2 sweet potatoes
1 (15 oz.) can garbanzo beans (also called chickpeas)
1/2 cup vegetable broth (more if needed)
1 tsp chili powder
1/4 tsp sea salt
1/4 tsp pepper
1/2 tsp cumin
1/2 tsp garlic powder
1/4 onion powder
2 Tbsp ketchup
1/2 cup tahini
juice of 1 lemon
1 glove garlic, peeled
1/4 tsp onion powder
1/2 Tbsp dill weed
1/2 tsp salt
1/4 cup water
1. Preheat oven to 425 degrees.
2. Wash sweet potatoes, then pierce with a fork several times all over.

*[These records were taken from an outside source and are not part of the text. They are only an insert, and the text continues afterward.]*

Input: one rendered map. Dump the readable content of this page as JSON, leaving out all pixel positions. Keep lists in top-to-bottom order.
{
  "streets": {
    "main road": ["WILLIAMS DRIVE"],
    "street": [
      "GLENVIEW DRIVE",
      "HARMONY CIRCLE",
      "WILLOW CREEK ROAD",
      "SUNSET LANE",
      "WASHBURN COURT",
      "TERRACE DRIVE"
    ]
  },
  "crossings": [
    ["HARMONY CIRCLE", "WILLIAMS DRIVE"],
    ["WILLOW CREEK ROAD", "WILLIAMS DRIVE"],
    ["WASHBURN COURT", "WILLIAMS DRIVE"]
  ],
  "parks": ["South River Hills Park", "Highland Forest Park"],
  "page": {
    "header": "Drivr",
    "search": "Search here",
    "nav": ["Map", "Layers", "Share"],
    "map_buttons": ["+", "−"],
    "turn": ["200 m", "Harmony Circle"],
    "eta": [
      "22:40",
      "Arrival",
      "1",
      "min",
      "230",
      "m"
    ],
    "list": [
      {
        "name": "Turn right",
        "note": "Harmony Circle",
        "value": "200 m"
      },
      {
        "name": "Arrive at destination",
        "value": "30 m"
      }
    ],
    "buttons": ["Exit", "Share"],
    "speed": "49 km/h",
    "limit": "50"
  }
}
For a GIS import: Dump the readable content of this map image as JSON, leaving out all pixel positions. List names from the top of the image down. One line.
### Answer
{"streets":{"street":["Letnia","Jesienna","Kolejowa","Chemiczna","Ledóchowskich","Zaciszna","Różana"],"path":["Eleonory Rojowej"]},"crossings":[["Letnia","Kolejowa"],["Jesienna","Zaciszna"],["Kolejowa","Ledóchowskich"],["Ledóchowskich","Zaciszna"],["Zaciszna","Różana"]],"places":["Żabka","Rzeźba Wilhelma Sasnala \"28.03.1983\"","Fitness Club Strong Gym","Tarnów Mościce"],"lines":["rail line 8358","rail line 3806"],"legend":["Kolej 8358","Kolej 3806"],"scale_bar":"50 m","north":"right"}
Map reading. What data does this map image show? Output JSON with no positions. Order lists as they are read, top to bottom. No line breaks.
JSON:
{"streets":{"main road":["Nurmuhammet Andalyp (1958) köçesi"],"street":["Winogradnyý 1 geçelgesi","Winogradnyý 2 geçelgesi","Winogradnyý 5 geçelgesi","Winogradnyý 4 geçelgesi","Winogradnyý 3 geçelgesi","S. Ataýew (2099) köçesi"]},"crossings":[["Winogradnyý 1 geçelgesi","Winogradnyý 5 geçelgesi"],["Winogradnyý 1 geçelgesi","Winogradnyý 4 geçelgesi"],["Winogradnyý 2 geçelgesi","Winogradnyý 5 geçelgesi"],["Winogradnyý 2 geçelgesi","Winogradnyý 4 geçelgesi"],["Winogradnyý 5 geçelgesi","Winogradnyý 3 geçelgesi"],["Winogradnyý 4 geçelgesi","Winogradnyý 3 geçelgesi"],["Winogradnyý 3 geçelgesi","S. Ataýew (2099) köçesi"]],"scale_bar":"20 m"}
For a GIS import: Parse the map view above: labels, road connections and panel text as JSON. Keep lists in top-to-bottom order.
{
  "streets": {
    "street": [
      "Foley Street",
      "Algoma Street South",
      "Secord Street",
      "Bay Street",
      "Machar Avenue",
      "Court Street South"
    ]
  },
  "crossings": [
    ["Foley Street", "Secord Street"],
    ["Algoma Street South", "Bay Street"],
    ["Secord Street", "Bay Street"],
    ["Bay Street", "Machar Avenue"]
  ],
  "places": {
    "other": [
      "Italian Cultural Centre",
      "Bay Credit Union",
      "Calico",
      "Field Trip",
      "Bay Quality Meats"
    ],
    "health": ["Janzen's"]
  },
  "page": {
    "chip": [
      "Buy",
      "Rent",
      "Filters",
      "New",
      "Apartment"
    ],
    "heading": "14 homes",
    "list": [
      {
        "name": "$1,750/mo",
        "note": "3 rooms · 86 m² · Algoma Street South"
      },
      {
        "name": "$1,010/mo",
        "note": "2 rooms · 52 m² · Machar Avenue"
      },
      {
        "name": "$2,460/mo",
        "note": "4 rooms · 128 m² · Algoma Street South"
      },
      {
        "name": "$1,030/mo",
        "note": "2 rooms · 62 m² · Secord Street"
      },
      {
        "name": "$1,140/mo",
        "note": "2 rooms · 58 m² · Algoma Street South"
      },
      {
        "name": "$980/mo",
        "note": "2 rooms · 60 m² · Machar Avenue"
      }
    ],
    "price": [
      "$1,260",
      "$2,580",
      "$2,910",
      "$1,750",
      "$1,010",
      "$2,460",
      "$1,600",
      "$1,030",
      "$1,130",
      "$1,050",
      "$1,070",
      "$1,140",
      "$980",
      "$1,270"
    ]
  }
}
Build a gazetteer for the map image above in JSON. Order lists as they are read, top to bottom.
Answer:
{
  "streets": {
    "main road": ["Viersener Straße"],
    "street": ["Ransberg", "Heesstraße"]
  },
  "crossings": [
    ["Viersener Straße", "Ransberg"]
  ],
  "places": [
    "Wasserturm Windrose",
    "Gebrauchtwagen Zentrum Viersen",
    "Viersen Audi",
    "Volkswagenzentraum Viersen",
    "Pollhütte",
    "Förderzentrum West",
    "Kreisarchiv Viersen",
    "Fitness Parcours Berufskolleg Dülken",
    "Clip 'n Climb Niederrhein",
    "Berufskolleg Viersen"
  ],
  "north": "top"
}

3. Line a baking sheet with parchment paper or foil and place the potatoes on top.
4. Bake for 45 minutes to an hour, until soft throughout and beginning to ooze.
5. Remove from heat and allow to cool.
6. Next, rinse and drain the chickpeas.
7. Place in a medium skillet, with the rest of the chickpea ingredients.
8. Cook on medium heat (added more veggie broth if needed) until chickpeas are soft and most the liquid is absorbed but not completely. Set aside.
9. For the dressing, combine all ingredients into a small blender and blend until creamy and smooth.
10. Cut sweet potatoes lengthwise, add chickpeas on top, drizzle with tahini dressing.